Assignment:
Go through the lines below and tally each one holding "lane". Write only the total.

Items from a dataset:
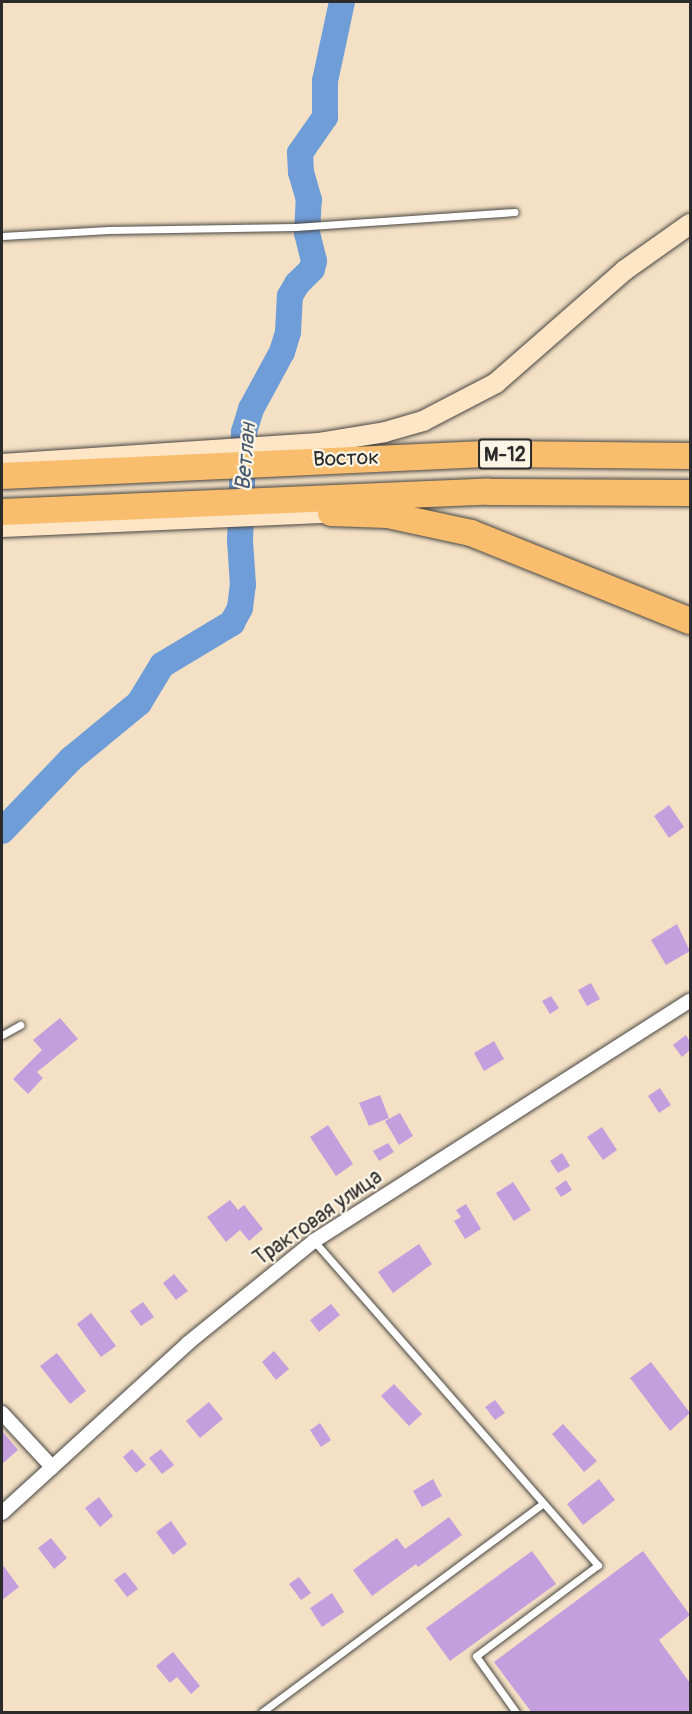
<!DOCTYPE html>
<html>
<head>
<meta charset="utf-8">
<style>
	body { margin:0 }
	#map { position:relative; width:692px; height:1714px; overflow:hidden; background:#f4e1c5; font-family:Pangolin,sans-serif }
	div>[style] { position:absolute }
	.river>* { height:26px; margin:-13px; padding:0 13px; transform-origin:13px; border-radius:13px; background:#6f9dd8 }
	.building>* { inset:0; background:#c59edd }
	.roads { filter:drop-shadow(0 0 2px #494642) drop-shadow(0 0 2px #494642) }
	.lane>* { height:7px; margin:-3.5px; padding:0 3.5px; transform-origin:3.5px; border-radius:3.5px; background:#fff }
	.street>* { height:14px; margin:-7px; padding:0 7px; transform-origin:7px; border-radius:7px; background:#fff }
	.secondary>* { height:20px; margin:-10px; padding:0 10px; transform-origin:10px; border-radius:10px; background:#fde5c5 }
	.highway>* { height:26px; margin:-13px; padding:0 13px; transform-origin:13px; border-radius:13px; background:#f9be6d }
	span { translate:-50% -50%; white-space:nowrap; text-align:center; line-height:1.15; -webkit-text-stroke:4.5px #fcf5e5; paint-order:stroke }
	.shield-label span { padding:2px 4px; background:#fcf5e5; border:2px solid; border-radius:4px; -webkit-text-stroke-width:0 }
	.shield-label { font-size:20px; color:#2b2b2b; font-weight:700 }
	.street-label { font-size:21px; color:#2b2b2b }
	.water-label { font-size:22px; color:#465970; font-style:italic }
	.frame { position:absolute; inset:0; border:3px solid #2b2b2b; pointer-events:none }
</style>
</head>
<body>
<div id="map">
	<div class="river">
		<div style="left:2px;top:831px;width:100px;rotate:-46.2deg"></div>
		<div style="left:71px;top:759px;width:88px;rotate:-39.5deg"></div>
		<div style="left:139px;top:703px;width:44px;rotate:-58.8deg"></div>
		<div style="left:162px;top:665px;width:82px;rotate:-31deg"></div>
		<div style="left:232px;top:623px;width:17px;rotate:-62deg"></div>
		<div style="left:240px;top:608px;width:23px;rotate:-83deg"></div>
		<div style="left:243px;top:585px;width:44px;rotate:-93.9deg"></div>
		<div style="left:240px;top:541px;width:109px;rotate:-87.9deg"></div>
		<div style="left:244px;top:432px;width:24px;rotate:-73deg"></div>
		<div style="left:251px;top:409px;width:65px;rotate:-61.5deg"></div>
		<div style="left:282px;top:352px;width:21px;rotate:-73deg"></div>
		<div style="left:288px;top:332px;width:36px;rotate:-87deg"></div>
		<div style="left:290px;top:296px;width:14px;rotate:-60deg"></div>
		<div style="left:297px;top:284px;width:21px;rotate:-45deg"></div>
		<div style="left:312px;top:269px;width:8px;rotate:-76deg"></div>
		<div style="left:314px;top:261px;width:29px;rotate:-104deg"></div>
		<div style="left:307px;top:233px;width:33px;rotate:-87deg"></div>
		<div style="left:309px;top:200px;width:29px;rotate:-106deg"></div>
		<div style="left:301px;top:172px;width:19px;rotate:-93deg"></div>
		<div style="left:300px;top:153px;width:44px;rotate:-55.2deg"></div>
		<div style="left:325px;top:117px;width:36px;rotate:-90deg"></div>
		<div style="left:325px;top:81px;width:81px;rotate:-77.9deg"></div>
	</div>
	<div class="building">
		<div style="clip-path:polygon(669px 805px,684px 827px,669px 838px,654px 816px)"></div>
		<div style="clip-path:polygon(677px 924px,690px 951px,666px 965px,651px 940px)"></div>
		<div style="clip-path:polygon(591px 983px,600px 999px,587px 1006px,578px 990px)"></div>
		<div style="clip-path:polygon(551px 996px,559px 1008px,550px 1014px,542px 1001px)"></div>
		<div style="clip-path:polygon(60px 1018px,78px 1039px,37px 1072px,43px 1078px,28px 1094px,13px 1079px,42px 1050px,33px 1040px)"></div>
		<div style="clip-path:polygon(686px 1035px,690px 1042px,690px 1050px,682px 1057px,673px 1045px)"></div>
		<div style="clip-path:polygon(494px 1041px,504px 1059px,484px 1071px,474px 1053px)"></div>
		<div style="clip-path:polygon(660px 1088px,671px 1105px,659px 1113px,648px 1096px)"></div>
		<div style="clip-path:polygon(380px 1095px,389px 1118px,369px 1126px,359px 1103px)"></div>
		<div style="clip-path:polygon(400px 1113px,413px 1136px,399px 1145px,385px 1121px)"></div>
		<div style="clip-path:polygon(328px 1125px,353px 1164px,336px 1176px,310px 1137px)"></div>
		<div style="clip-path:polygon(602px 1127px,617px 1150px,603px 1160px,587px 1137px)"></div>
		<div style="clip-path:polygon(388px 1143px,394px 1152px,379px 1161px,373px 1151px)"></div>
		<div style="clip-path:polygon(562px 1153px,570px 1166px,558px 1173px,550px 1161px)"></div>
		<div style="clip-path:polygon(566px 1180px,572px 1190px,561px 1197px,555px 1188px)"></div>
		<div style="clip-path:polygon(513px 1182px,531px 1210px,514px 1221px,496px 1193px)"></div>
		<div style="clip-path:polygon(230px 1200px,238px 1210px,244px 1205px,263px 1229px,249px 1241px,240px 1230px,226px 1242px,207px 1217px)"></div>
		<div style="clip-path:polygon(466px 1204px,481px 1229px,465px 1239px,454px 1221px,461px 1217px,456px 1210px)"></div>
		<div style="clip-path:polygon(419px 1244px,432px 1264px,393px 1293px,378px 1272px)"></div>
		<div style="clip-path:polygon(174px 1274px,188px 1291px,176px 1300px,163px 1283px)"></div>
		<div style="clip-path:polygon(143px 1302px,154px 1317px,141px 1326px,130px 1311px)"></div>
		<div style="clip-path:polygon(331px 1304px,340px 1315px,319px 1332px,310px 1320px)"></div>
		<div style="clip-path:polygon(91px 1313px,116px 1346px,101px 1357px,77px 1324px)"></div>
		<div style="clip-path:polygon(274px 1351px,289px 1369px,276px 1380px,262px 1362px)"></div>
		<div style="clip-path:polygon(57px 1353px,86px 1391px,70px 1404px,40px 1366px)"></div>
		<div style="clip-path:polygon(651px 1362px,690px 1413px,670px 1431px,630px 1378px)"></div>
		<div style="clip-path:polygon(394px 1384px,422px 1414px,409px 1426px,381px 1396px)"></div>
		<div style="clip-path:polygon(495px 1400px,505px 1413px,495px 1420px,485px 1407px)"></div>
		<div style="clip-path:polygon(209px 1402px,223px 1419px,200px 1438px,186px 1421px)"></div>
		<div style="clip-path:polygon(320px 1423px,331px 1440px,321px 1447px,310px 1430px)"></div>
		<div style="clip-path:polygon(563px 1424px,597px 1461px,584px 1472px,552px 1434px)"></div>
		<div style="clip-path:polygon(2px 1431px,18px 1450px,2px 1464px)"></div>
		<div style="clip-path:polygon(132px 1449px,146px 1465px,136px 1473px,123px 1457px)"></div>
		<div style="clip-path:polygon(161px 1449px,174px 1465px,162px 1474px,149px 1458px)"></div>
		<div style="clip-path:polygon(433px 1479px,442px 1496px,422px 1507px,413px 1491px)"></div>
		<div style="clip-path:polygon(599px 1479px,615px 1500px,583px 1525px,567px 1504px)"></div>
		<div style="clip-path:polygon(99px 1497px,113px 1516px,100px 1527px,85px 1508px)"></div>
		<div style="clip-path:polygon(449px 1517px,462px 1535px,418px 1567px,416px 1564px,372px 1596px,353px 1570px,397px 1538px,405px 1549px)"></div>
		<div style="clip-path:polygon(171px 1521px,187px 1544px,173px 1555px,156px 1532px)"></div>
		<div style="clip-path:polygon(51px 1538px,67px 1558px,54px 1569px,38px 1548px)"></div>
		<div style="clip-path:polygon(532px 1551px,556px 1584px,450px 1661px,426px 1628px)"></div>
		<div style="clip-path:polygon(643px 1551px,690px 1615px,659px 1640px,690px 1683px,690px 1709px,686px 1713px,532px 1713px,494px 1662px)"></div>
		<div style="clip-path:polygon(2px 1564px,19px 1587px,2px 1600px)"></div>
		<div style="clip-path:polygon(125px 1572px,138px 1589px,127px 1597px,114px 1580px)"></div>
		<div style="clip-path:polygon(299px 1577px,311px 1593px,301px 1600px,289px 1584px)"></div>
		<div style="clip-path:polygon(332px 1593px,344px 1612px,322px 1627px,310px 1608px)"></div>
		<div style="clip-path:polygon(173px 1652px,200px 1686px,191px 1694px,177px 1677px,170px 1683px,156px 1666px)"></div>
	</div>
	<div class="roads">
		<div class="lane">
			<div style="left:2px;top:236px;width:107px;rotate:-3.2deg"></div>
			<div style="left:109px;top:230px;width:186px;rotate:-0.9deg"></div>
			<div style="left:295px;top:227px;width:220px;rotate:-3.9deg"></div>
			<div style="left:2px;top:1035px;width:21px;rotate:-29deg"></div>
			<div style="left:314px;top:1241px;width:431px;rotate:48.8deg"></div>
			<div style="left:598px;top:1565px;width:152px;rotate:143.3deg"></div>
			<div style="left:476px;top:1656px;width:69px;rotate:54.5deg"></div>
			<div style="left:262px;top:1712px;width:350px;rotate:-36.6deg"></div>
		</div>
		<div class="street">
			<div style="left:2px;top:1413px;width:74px;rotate:47.2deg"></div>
			<div style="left:2px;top:1513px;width:252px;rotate:-42.4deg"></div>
			<div style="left:188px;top:1343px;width:162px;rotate:-39deg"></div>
			<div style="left:314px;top:1241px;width:446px;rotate:-32.6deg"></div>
		</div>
		<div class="secondary">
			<div style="left:2px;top:464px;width:317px;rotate:-3.8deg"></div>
			<div style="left:318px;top:443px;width:68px;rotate:-9.3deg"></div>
			<div style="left:385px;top:432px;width:40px;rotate:-16deg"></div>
			<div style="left:423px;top:421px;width:82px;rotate:-27.5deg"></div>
			<div style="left:496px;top:383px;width:171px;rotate:-41.2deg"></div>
			<div style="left:625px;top:270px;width:80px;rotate:-35.3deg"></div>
			<div style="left:2px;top:527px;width:320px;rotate:-2.5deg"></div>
		</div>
		<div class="highway">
			<div style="left:2px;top:476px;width:489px;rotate:-2.6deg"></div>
			<div style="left:491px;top:454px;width:199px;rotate:0.6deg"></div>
			<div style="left:2px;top:512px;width:487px;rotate:-2.4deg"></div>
			<div style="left:489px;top:492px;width:201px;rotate:0.3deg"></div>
			<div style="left:331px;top:513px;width:57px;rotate:2deg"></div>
			<div style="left:388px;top:515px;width:85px;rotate:12.2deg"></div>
			<div style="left:471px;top:533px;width:236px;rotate:21.9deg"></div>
		</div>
	</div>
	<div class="shield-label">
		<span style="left:505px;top:454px">М-12</span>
	</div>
	<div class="street-label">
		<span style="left:346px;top:459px;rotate:-2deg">Восток</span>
		<span style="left:318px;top:1218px;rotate:-35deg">Трактовая улица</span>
	</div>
	<div class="water-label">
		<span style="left:246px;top:457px;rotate:-85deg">Ветлан</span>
	</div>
	<div class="frame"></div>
</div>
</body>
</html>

Output of the exercise:
2